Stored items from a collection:

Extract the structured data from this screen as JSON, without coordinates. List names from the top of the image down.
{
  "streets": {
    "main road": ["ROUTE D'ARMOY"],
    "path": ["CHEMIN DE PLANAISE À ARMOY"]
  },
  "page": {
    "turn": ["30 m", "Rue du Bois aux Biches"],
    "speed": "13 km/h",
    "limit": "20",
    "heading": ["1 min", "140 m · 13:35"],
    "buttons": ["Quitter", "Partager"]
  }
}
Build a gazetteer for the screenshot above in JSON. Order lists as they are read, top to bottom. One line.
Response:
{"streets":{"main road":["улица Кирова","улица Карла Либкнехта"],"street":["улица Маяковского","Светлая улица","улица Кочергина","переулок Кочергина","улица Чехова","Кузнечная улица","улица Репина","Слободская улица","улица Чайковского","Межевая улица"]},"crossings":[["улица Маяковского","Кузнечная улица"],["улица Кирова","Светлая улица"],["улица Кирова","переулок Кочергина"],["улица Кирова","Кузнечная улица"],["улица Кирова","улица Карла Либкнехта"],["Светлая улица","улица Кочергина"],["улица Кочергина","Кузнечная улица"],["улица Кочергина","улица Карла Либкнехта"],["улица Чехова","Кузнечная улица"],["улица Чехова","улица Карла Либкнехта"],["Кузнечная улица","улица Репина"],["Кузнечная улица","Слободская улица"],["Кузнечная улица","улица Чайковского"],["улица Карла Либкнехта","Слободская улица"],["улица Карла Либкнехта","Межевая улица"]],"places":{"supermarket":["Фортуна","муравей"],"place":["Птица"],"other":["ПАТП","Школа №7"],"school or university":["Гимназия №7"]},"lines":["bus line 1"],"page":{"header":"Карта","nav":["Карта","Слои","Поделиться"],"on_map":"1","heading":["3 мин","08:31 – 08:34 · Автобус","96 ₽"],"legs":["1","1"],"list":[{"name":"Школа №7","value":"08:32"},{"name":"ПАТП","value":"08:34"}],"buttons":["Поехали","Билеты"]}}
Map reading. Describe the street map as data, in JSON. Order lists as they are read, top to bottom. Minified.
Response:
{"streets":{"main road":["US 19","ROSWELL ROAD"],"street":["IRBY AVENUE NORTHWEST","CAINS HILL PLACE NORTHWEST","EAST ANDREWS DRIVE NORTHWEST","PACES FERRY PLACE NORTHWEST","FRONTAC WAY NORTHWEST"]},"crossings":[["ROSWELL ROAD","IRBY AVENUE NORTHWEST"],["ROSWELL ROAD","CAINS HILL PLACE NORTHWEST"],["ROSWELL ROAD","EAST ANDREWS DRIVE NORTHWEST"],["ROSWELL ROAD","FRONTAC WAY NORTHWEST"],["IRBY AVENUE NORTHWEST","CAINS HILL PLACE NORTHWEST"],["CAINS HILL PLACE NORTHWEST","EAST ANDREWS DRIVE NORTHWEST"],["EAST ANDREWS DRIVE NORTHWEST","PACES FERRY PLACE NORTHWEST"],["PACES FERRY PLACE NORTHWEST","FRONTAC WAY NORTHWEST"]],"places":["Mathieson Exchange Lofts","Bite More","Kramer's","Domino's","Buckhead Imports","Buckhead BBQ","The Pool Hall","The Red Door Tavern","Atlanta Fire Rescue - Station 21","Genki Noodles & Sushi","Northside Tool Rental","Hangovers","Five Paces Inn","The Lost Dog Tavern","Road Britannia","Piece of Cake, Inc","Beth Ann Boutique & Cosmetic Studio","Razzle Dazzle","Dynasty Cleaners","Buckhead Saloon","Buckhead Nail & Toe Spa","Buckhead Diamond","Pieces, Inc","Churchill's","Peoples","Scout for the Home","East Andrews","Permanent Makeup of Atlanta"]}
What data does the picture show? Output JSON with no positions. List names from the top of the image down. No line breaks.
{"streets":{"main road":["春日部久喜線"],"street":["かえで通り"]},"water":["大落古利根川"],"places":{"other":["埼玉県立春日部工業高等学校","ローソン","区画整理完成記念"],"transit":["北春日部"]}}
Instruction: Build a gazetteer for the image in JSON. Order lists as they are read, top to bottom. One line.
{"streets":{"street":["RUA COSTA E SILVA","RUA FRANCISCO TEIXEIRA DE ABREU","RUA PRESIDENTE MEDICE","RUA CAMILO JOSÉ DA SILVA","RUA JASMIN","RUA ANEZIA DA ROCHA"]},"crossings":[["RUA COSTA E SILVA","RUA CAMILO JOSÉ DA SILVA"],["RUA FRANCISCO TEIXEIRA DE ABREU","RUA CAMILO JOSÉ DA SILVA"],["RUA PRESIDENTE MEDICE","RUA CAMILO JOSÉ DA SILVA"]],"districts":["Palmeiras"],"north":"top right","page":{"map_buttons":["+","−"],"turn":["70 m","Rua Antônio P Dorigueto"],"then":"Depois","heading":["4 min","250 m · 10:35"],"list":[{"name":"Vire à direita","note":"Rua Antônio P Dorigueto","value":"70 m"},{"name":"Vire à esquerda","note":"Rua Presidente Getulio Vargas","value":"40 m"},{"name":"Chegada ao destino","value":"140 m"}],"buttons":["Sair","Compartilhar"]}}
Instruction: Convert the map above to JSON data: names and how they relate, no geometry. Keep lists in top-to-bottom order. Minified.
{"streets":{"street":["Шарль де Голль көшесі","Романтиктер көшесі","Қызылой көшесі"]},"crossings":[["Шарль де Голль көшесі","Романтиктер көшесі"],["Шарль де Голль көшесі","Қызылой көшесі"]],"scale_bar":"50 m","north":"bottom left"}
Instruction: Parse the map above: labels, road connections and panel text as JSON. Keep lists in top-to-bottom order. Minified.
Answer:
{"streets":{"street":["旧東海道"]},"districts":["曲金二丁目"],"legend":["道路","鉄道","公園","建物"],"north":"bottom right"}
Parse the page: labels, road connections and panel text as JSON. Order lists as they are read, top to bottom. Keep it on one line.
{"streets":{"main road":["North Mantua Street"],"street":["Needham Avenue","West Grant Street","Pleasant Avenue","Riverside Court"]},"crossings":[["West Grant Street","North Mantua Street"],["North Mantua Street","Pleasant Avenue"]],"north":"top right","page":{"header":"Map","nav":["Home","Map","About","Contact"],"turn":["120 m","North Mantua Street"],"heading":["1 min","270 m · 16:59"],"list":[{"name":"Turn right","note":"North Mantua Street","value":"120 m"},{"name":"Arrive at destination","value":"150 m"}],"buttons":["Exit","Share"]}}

About this exercise:
Reproduce the entries exactly, but only from their first line to the line holding "Map reading. Describe", with that last line kept.

Task solution:
Extract the structured data from this screen as JSON, without coordinates. List names from the top of the image down.
{
  "streets": {
    "main road": ["ROUTE D'ARMOY"],
    "path": ["CHEMIN DE PLANAISE À ARMOY"]
  },
  "page": {
    "turn": ["30 m", "Rue du Bois aux Biches"],
    "speed": "13 km/h",
    "limit": "20",
    "heading": ["1 min", "140 m · 13:35"],
    "buttons": ["Quitter", "Partager"]
  }
}
Build a gazetteer for the screenshot above in JSON. Order lists as they are read, top to bottom. One line.
Response:
{"streets":{"main road":["улица Кирова","улица Карла Либкнехта"],"street":["улица Маяковского","Светлая улица","улица Кочергина","переулок Кочергина","улица Чехова","Кузнечная улица","улица Репина","Слободская улица","улица Чайковского","Межевая улица"]},"crossings":[["улица Маяковского","Кузнечная улица"],["улица Кирова","Светлая улица"],["улица Кирова","переулок Кочергина"],["улица Кирова","Кузнечная улица"],["улица Кирова","улица Карла Либкнехта"],["Светлая улица","улица Кочергина"],["улица Кочергина","Кузнечная улица"],["улица Кочергина","улица Карла Либкнехта"],["улица Чехова","Кузнечная улица"],["улица Чехова","улица Карла Либкнехта"],["Кузнечная улица","улица Репина"],["Кузнечная улица","Слободская улица"],["Кузнечная улица","улица Чайковского"],["улица Карла Либкнехта","Слободская улица"],["улица Карла Либкнехта","Межевая улица"]],"places":{"supermarket":["Фортуна","муравей"],"place":["Птица"],"other":["ПАТП","Школа №7"],"school or university":["Гимназия №7"]},"lines":["bus line 1"],"page":{"header":"Карта","nav":["Карта","Слои","Поделиться"],"on_map":"1","heading":["3 мин","08:31 – 08:34 · Автобус","96 ₽"],"legs":["1","1"],"list":[{"name":"Школа №7","value":"08:32"},{"name":"ПАТП","value":"08:34"}],"buttons":["Поехали","Билеты"]}}
Map reading. Describe the street map as data, in JSON. Order lists as they are read, top to bottom. Minified.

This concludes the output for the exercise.